Борис ГРИГОРИН

ПЕРЕХОД ЧЕРЕЗ ПУТИ


      //   Дмитрий Григорьев.
            Огненный дворник:

          Изыскания и эссе.
          СПб.: Борей-Арт, 2005.
          ISBN 5-7187-0557-7
          Дизайн обложки И.Панина, фото С.Свешникова.
          С. 5-12.



            Доброго критика смело уподоблю Золушке, которая собственную туфельку надевает родственнице. Злого – Карабасу Барабасу со своим кукольным театром сподвижников или врагов. Один – милостиво, другой – высокомерно объясняют автору, что он такое понаписал. Обычно что-то не-то.

            Так, лет двенадцать назад, читая Дмитрия Григорьева, я от других знал, что это – "нонконформизм". Это мешало. Читая книгу, меньше всего хочешь знать о направлении, поэтике, о том, что принято теперь называть дискурсом. В 1992 году запомнил стихотворение:

            Приходит обычная безысходность.
            Всё проходит – в этом и есть безысходность.
            Что ж, погладь её как котёнка,
            а если нет у тебя котёнка, погладь ее как шестерёнку.
            Даже обычная безысходность требует ласкового обращения.

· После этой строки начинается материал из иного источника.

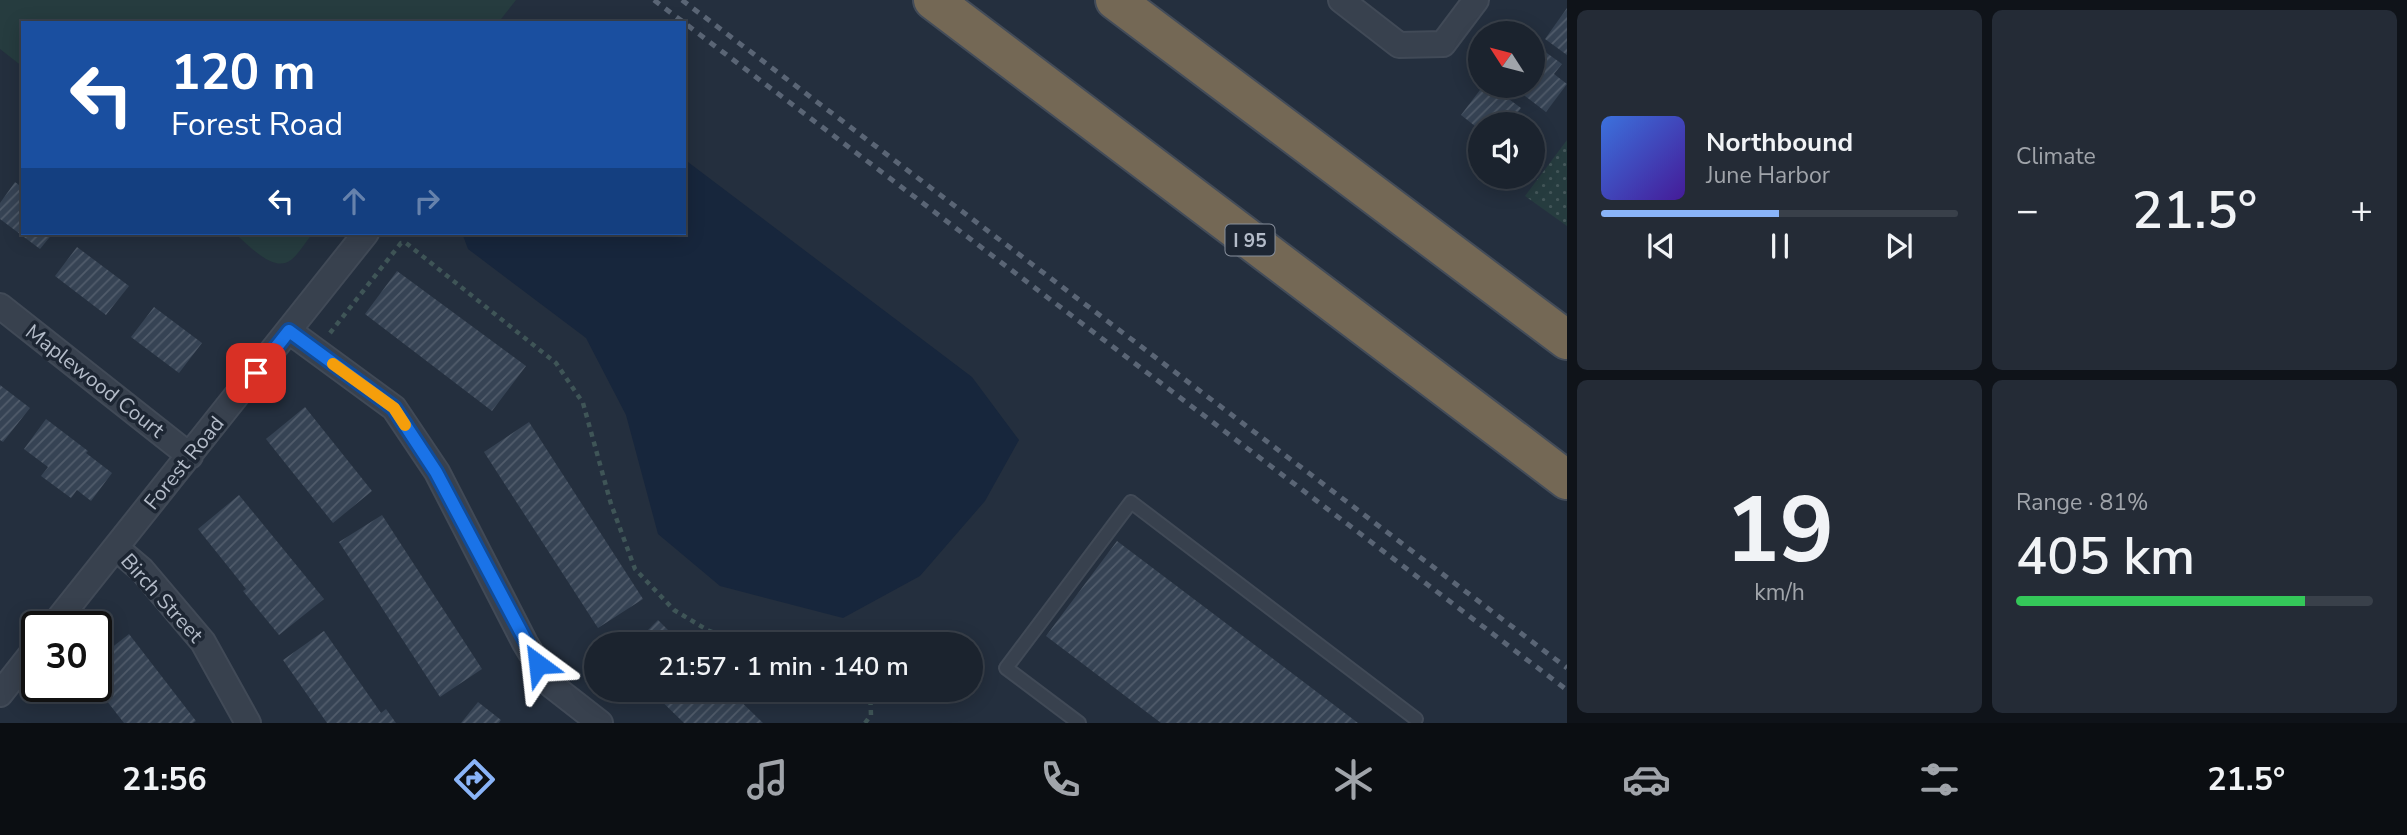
<!DOCTYPE html>
<html lang="en">
<head>
<meta charset="utf-8">
<style>
  :root { --surface:#1b232e; --page:#242b36; --text:#f1f3f6; --muted:#a0a4aa; --line:#39404a; --accent:#8ab4f8 }
  body { margin:0; font-family:"Nunito Sans",sans-serif; background:var(--page); color:var(--text); height:100vh; display:flex; flex-direction:column; font-size:26px; white-space:nowrap }
  * { box-sizing:border-box; margin:0 }
  p { font-size:23px; color:var(--muted) }
  .icon { flex:none; width:38px; height:38px; fill:none; stroke:currentColor; stroke-width:2; stroke-linecap:round; stroke-linejoin:round }
  .map { position:relative; flex:1; overflow:hidden }
  .sheet { display:flex; flex-direction:column; gap:10px; padding:10px; background:#0f1319; width:840px }
  .sheet>* { flex:none }
  .guide { position:absolute; left:21px; top:21px; width:665px; height:214px; border-radius:0px; box-shadow:0 4px 18px #0003,0 0 0 2px var(--line); background:#1a4fa0; color:#fff; overflow:hidden }
  .needle { width:46px; rotate:306deg }
  .buttons { position:absolute; left:1468px; top:21px; display:grid; gap:14px }
  .buttons a { display:grid; place-items:center; width:77px; height:77px; border-radius:50%; background:var(--surface); box-shadow:0 4px 18px #0003,0 0 0 2px var(--line); font-size:35px }
  .speed { position:absolute; left:21px; top:611px; display:flex; gap:14px; font-size:35px; font-weight:700; text-align:center }
  .speed>* { display:grid; place-content:center; width:91px; height:91px; border-radius:50%; background:var(--surface); box-shadow:0 4px 18px #0003,0 0 0 2px var(--line); line-height:1 }
  .speed .limit { border:4px solid #111; border-radius:10px; background:#fff; color:#111 }
  .pin { position:absolute; display:grid; place-items:center; width:60px; height:60px; color:#fff; margin:-30px; border-radius:14px; box-shadow:0 4px 10px #0006 }
  .me { position:absolute; width:77px; margin:-38px; rotate:330deg; stroke-linejoin:round; filter:drop-shadow(0 0 5px #0008) }
  .turn { display:flex; align-items:center; gap:24px; height:147px; padding:0 35px; font-size:32px }
  .turn .icon { width:91px; height:91px; stroke-width:2.5 }
  .turn b { display:block; font-size:49px; line-height:60px }
  .lanes { display:flex; align-items:center; height:66px; padding:0 35px; background:#0003; justify-content:center; gap:35px; direction:ltr }
  .lanes .off { opacity:.35 }
  .big { font-size:52px; font-weight:600; line-height:1.1 }
  .sheet .tile { flex:1; display:flex; flex-direction:column; justify-content:center; gap:10px; min-width:0; padding:0 24px; border-radius:10px; background:var(--page) }
  .sheet .dial { align-items:center; gap:0 }
  .dial b { font-size:91px; line-height:1 }
  .song { display:flex; align-items:center; gap:21px }
  .cover { width:84px; height:84px; border-radius:10px; background:linear-gradient(135deg,hsl(220 70% 55%),hsl(260 70% 35%)) }
  .played { height:7px; border-radius:4px; background:linear-gradient(90deg,var(--accent) 50%,var(--line) 50%) }
  .keys { display:flex; justify-content:space-around; direction:ltr }
  .heat { display:flex; justify-content:space-between; align-items:center; font-size:38px; direction:ltr }
  .charge { height:10px; border-radius:5px; background:linear-gradient(90deg,#34c759 81%,var(--line) 0) }
  .sheet .tiles { flex:1; display:grid; gap:10px; grid-template-columns:repeat(2,1fr) }
  .trip { position:absolute; left:584px; top:632px; width:399px; height:70px; border-radius:35px; background:var(--surface); box-shadow:0 4px 18px #0003,0 0 0 2px var(--line); font-weight:600; line-height:70px; text-align:center }
  .tabs { display:flex; height:112px; justify-content:space-around; align-items:center; background:#0b0e12; color:var(--muted) }
  .tabs .icon { width:49px; height:49px }
  .tabs .active { color:var(--accent) }
  .tabs b { font-size:32px; color:var(--text) }
  main { display:flex; flex:1; min-height:0 }
  .map>svg:first-child { display:block }
  .grass { fill:url(#grass-dots) }
  .pitch { fill:#263c3f }
  .water { fill:#17263c }
  .building { fill:url(#building-hatch) }
  .lines { fill:none; stroke-linecap:round; stroke-linejoin:round }
  .service-casing { stroke:#414a57; stroke-width:16 }
  .minor-casing { stroke:#414a57; stroke-width:28 }
  .motorway-casing { stroke:#434c59; stroke-width:42 }
  .path { stroke:#3f5557; stroke-width:4.5; stroke-dasharray:5 5; stroke-linecap:butt }
  .service { stroke:#38414e; stroke-width:12 }
  .minor { stroke:#38414e; stroke-width:24 }
  .motorway { stroke:#746855; stroke-width:38 }
  .rail { stroke:#5a6575; stroke-width:5; stroke-dasharray:7 7; stroke-linecap:butt }
  .route-casing { stroke:#114b97; stroke-width:18 }
  .route { stroke:#1a73e8; stroke-width:12 }
  .slow { stroke:#f59e0b; stroke-width:12 }
  .labels { text-anchor:middle; stroke-width:7; stroke-linejoin:round; paint-order:stroke }
  .shield { fill:#1d2633; stroke:#878f9c; stroke-width:2 }
  .shield-label { font-size:19px; font-weight:bold; fill:#b4bcc9 }
  .street-label { font-size:21px; fill:#b4bcc9; stroke:#1d2633 }
</style>
</head>
<body>
<main>
<div class="map">
<svg width="1567" height="723" viewBox="0 0 1567 723">
  <defs>
    <pattern id="grass-dots" width="8" height="8" patternUnits="userSpaceOnUse" patternTransform="scale(1.75)"><rect width="8" height="8" fill="#263c3f"/><path d="M2 2h.1M6 6h.1" fill="none" stroke="#435659" stroke-width="1.8" stroke-linecap="round"/></pattern>
    <pattern id="building-hatch" width="6" height="6" patternUnits="userSpaceOnUse" patternTransform="scale(1.75)"><rect width="6" height="6" fill="#364354"/><path d="M-1 1l2-2M0 6l6-6M5 7l2-2" fill="none" stroke="#515c6b"/></pattern>
  </defs>
  <rect width="100%" height="100%" fill="#242f3e"/>
  <!-- grass -->
  <path class="grass" d="M1567 140V226L1525 196Z"/>
  <!-- pitch -->
  <path class="pitch" d="M0 0H516L498 23H23V67L0 49Z
    M234 233H313C306 241 299 254 291 260 273 274 247 243 234 233Z"/>
  <!-- water -->
  <path class="water" d="M684 159 972 377 1019 440 985 501 920 576 843 618 720 586 658 534 626 415 586 338 468 249 462 233H684Z"/>
  <!-- building -->
  <path class="building" d="M1567 8V55L1545 39Z
    M1533 43 1562 64 1554 74 1567 84 1546 112 1512 86H1533Z
    M1483 86H1491L1521 108 1509 124H1480V130L1461 115Z
    M15 182 23 188V233H53L40 249 0 219V203Z
    M77 247 129 286 106 315 55 276Z
    M397 271 526 366 492 411 365 314Z
    M154 307 202 343 179 373 131 337Z
    M0 385 30 408 3 442 0 440Z
    M305 407 372 491 333 523 266 439Z
    M46 419 88 451 86 453 112 473 91 501 77 490 71 498 41 476 48 467 24 449Z
    M529 422 643 599 598 628 484 452Z
    M239 495 324 599 279 635 243 591 246 589 198 529Z
    M382 515 482 669 440 697 339 542Z
    M1117 541 1358 723H1161L1046 636Z
    M658 620 682 644H634Z
    M324 631 381 713 386 709 396 723H327L283 660Z
    M129 634 196 721 193 723H124L96 687V660Z
    M650 690H729L763 723H684Z
    M478 702 501 720 499 723H461Z"/>
  <g class="lines">
    <defs>
      <path id="service" d="M1079 723 1006 668 1131 502 1416 719"/>
      <path id="minor" d="M1341 0 1399 45 1443 44 1476 0
        M0 306 190 456
        M289 331 394 408 437 472 525 643 550 684 600 723
        M116 548 142 570 203 642 248 723
        M53 626 366 233
        M0 694 37 647"/>
      <path id="motorway" d="M933 0 1567 480
        M1115 0 1567 340"/>
    </defs>
    <!-- service casing -->
    <use href="#service" class="service-casing"/>
    <!-- minor casing -->
    <use href="#minor" class="minor-casing"/>
    <!-- motorway casing -->
    <use href="#motorway" class="motorway-casing"/>
    <!-- path -->
    <path class="path" d="M330 333 401 243H406L556 363 583 403 611 504 635 569 674 610 709 631 751 644
      M865 723 871 715 870 690"/>
    <!-- service -->
    <use href="#service" class="service"/>
    <!-- minor -->
    <use href="#minor" class="minor"/>
    <!-- motorway -->
    <use href="#motorway" class="motorway"/>
    <!-- rail -->
    <path class="rail" d="M654 0 1567 690
      M682 0 1567 668"/>
  </g>
  <g class="lines">
    <defs>
      <path id="route" d="M256 373 289 331 394 408 436 472 538 664"/>
    </defs>
    <!-- route casing -->
    <use href="#route" class="route-casing"/>
    <!-- route -->
    <use href="#route" class="route"/>
    <!-- slow -->
    <path class="slow" d="M333 364 394 408 405 425"/>
  </g>
  <g class="labels">
    <!-- shield labels -->
    <rect class="shield" x="1225.5" y="224.5" width="49" height="31" rx="5"/>
    <g class="shield-label">
      <text x="1250" y="247">I 95</text>
    </g>
    <!-- street labels -->
    <g class="street-label">
      <text transform="translate(95 381) rotate(38)" y="7">Maplewood Court</text>
      <text transform="translate(184 463) rotate(-51)" y="7">Forest Road</text>
      <text transform="translate(162 598) rotate(48)" y="7">Birch Street</text>
    </g>
  </g>
</svg>
<div class="buttons">
<a><svg class="needle" viewBox="-14 -14 28 28"><path d="M0-13l5 13h-10z" fill="#e53935"/><path d="M0 13l5-13h-10z" fill="#a0a4aa"/></svg></a>
<a><svg class="icon" aria-label="sound" viewBox="0 0 24 24"><path d="M4 9h4l5-4v14l-5-4H4zM17 9q2 3 0 6"/></svg></a>
</div>
<div class="speed"><div class="limit">30</div></div>
<div class="pin" style="left:256px;top:373px;background:#d93025"><svg class="icon" aria-label="arrive" viewBox="0 0 24 24"><path d="M6 21V4h12l-3 4 3 4H6"/></svg></div>
<svg class="me" style="left:538px;top:664px" viewBox="-20 -20 40 40"><path d="M0-17L14 15 0 8-14 15z" fill="#1a73e8" stroke="#fff" stroke-width="4"/></svg>
<div class="trip">21:57 · 1 min · 140 m</div>
<div class="guide">
<div class="turn"><svg class="icon" aria-label="left" viewBox="0 0 24 24"><path d="M17 20v-9H6M10 6l-5 5 5 5"/></svg><div><b>120 m</b>Forest Road</div></div>
<div class="lanes"><svg class="icon" aria-label="left" viewBox="0 0 24 24"><path d="M17 20v-9H6M10 6l-5 5 5 5"/></svg><svg class="icon off" aria-label="ahead" viewBox="0 0 24 24"><path d="M12 20V5M6 11l6-6 6 6"/></svg><svg class="icon off" aria-label="right" viewBox="0 0 24 24"><path d="M7 20v-9h11M14 6l5 5-5 5"/></svg></div>
</div>
</div>
<section class="sheet">
<div class="tiles">
<div class="tile">
<div class="song"><i class="cover"></i><div><b>Northbound</b><p>June Harbor</p></div></div>
<div class="played"></div>
<div class="keys"><svg class="icon" aria-label="previous" viewBox="0 0 24 24"><path d="M18 5L8 12l10 7zM5 5v14"/></svg><svg class="icon" aria-label="pause" viewBox="0 0 24 24"><path d="M8 5v14M16 5v14"/></svg><svg class="icon" aria-label="next" viewBox="0 0 24 24"><path d="M6 5l10 7-10 7zM19 5v14"/></svg></div>
</div>
<div class="tile"><p>Climate</p>
<div class="heat"><a>−</a><b class="big">21.5°</b><a>+</a></div>
</div>
<div class="tile dial"><b>19</b><p>km/h</p></div>
<div class="tile"><p>Range · 81%</p><b class="big">405 km</b><div class="charge"></div></div>
</div>
</section>
</main>
<nav class="tabs">
<b>21:56</b>
<svg class="icon active" aria-label="directions" viewBox="0 0 24 24"><path d="M12 3l9 9-9 9-9-9zM9 14v-3h6M13 9l2 2-2 2"/></svg>
<svg class="icon" aria-label="music" viewBox="0 0 24 24"><path d="M9 18V5l10-2v13"/><circle cx="6" cy="18" r="3"/><circle cx="16" cy="16" r="3"/></svg>
<svg class="icon" aria-label="phone" viewBox="0 0 24 24"><path d="M5 4h4l2 5-3 2q2 4 5 5l2-3 5 2v4C11 20 4 13 5 4z"/></svg>
<svg class="icon" aria-label="climate" viewBox="0 0 24 24"><path d="M12 3v18M4 7l16 10M4 17L20 7"/></svg>
<svg class="icon" aria-label="car" viewBox="0 0 24 24"><path d="M5 17H2v-5l4-1 3-4h7l3 4 3 1v5h-3M9 17h6M6 11h13"/><circle cx="7" cy="17" r="2"/><circle cx="17" cy="17" r="2"/></svg>
<svg class="icon" aria-label="filters" viewBox="0 0 24 24"><path d="M4 7h16M4 17h16"/><circle cx="9" cy="7" r="2"/><circle cx="15" cy="17" r="2"/></svg>
<b>21.5°</b>
</nav>
</body>
</html>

            Я тогда читал его стихи, больше думая, почему не всегда в рифму? На кого похоже? Казалось, что стихи можно "классически" выпрямить: не то элементы традиционного стиха привнесены в свободный (vers libre), не то – наоборот. Три строки хороши были по-старому, четвёртая – по-новому интересна и странна, сбивала силлабо-тоническую инерцию:

            Облака опускаются прессом,
            а мы ещё жизни не прожили,
            наше место в области Позже,
            ПОЦЕЛУЙ МЕНЯ, РЫБА...

            Обращение покажется странным, но надо честно читать дальше: объяснение шифру будет, код задан.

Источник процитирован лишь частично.